George Dickie would likely additionally consider Laocoön to be art. However for Dickie the reasoning would lie largely behind the connection that the work has (and previously had) with the artworld. The fine detail present in the sculpting of the work, and the resources required to create a work in times of antiquity leads to a reasonable assumption of the piece being created for the purpose of being presented to an artworld public and presence/belonging of an artworld system. Furthermore, the fact that the piece is an antique of human creation would additionally influence Dickie towards considering the statue as art.

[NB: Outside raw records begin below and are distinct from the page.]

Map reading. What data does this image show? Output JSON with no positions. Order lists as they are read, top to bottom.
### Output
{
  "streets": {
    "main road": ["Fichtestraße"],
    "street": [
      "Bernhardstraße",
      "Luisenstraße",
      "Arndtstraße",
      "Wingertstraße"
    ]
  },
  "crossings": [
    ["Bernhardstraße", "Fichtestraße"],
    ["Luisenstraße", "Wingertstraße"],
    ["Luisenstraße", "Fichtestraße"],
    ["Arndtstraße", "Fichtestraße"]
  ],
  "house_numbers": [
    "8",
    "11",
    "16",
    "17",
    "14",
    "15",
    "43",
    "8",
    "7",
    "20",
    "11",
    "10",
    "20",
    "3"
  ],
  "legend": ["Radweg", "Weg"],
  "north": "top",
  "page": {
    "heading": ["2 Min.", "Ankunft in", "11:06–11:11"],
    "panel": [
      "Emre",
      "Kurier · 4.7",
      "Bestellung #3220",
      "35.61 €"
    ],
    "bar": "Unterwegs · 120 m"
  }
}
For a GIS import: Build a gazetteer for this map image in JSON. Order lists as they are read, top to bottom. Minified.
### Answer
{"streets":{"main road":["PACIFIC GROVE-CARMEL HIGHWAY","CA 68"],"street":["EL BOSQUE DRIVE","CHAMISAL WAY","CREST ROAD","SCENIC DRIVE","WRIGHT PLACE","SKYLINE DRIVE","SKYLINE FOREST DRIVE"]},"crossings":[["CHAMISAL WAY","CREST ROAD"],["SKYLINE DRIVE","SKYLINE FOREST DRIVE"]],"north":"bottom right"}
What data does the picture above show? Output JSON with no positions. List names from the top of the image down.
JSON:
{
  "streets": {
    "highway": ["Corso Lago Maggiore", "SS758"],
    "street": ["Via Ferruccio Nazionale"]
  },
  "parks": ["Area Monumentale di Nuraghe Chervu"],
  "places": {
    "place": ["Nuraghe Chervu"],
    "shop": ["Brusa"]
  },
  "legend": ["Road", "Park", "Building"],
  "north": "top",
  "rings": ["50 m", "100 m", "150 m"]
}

With respect to some aspects of similar focus, Beardsley would likely have a comparable interpretation to Bell of the 15th-16th century Aztec Water Deity statue. For Beardsley, his distinct definition of aesthetic experience was contingent on the distinguishing factors of complexity, unity and intensity. These attributes would emerge for Beardsley through the statue as they are within the objective features of the form of the work. The absorbing effect of the interwoven shapes that form the design of the statue reflect the complex nature of interrelated parts that Beardsley assigned to art. Furthermore, the complete nature in which these parts fit together, having a lack of asymmetrical aspects and a cohesive flow, form Beardsley’s notion of unity. Finally, the cultural significance and large experience to which the statue speaks to reflects the piece’s unity. The aspect of completeness, although not glaringly apparent, can, according to Beardsley, be gathered through a reasonable interpretation of the artist’s intentions. Within this aspect is the crucial definition for Beardsley that fits the water deity statue, the artwork was produced with the intention that it has the capacity to satisfy aesthetic interest. Beardsley would likely identify the statue as art as the presence of complexity, unity and intensity culminate in reflecting the artist’s intention of producing the work with the intention of giving an aesthetic experience.
Bell’s theories would slightly contrast Beardsley for this statue as it is very possible that Bell would dictate the statue to be of religious focus rather than aesthetic, thus not classifying it as art as it is not of artistic aims. Beardsley exhibited more tolerance towards this notion, accepting religious focus in art so long as the intention of the work’s conception was to bring about satisfaction of the aesthetic experience.
In the case of Cattelan’s, Comedian, which consists of a banana duct taped to a white wall, it is likely that 80’s George Dickie would not identify the piece of work as art. Conversely to Bearsley and Bell, Dickie’s classification of one of these pieces as art would be largely connected to social reasons. Comedian would likely fit Dickie’s definition of being a piece that has taken on the role of presentation to the artworld public. As such, the piece largely connects to the artworld and undoubtedly its conception is based in its presentation to the artworld. Although the piece would meet Dickie’s definitions in this aspect, it would however (being mostly a natural object) fail to be an artefact, an element additionally essential to Dickie’s definition of art. However, Dickie additionally acknowledges that artworld systems consist of many different practices with their own rules and conventions that are subject to change. Thus, it is possible that Dickie would consider the piece to be a form of conceptual art, a field that evolves what mediums are acceptable, eventually allowing a non-artefact item to form a piece that Dickie would consider art.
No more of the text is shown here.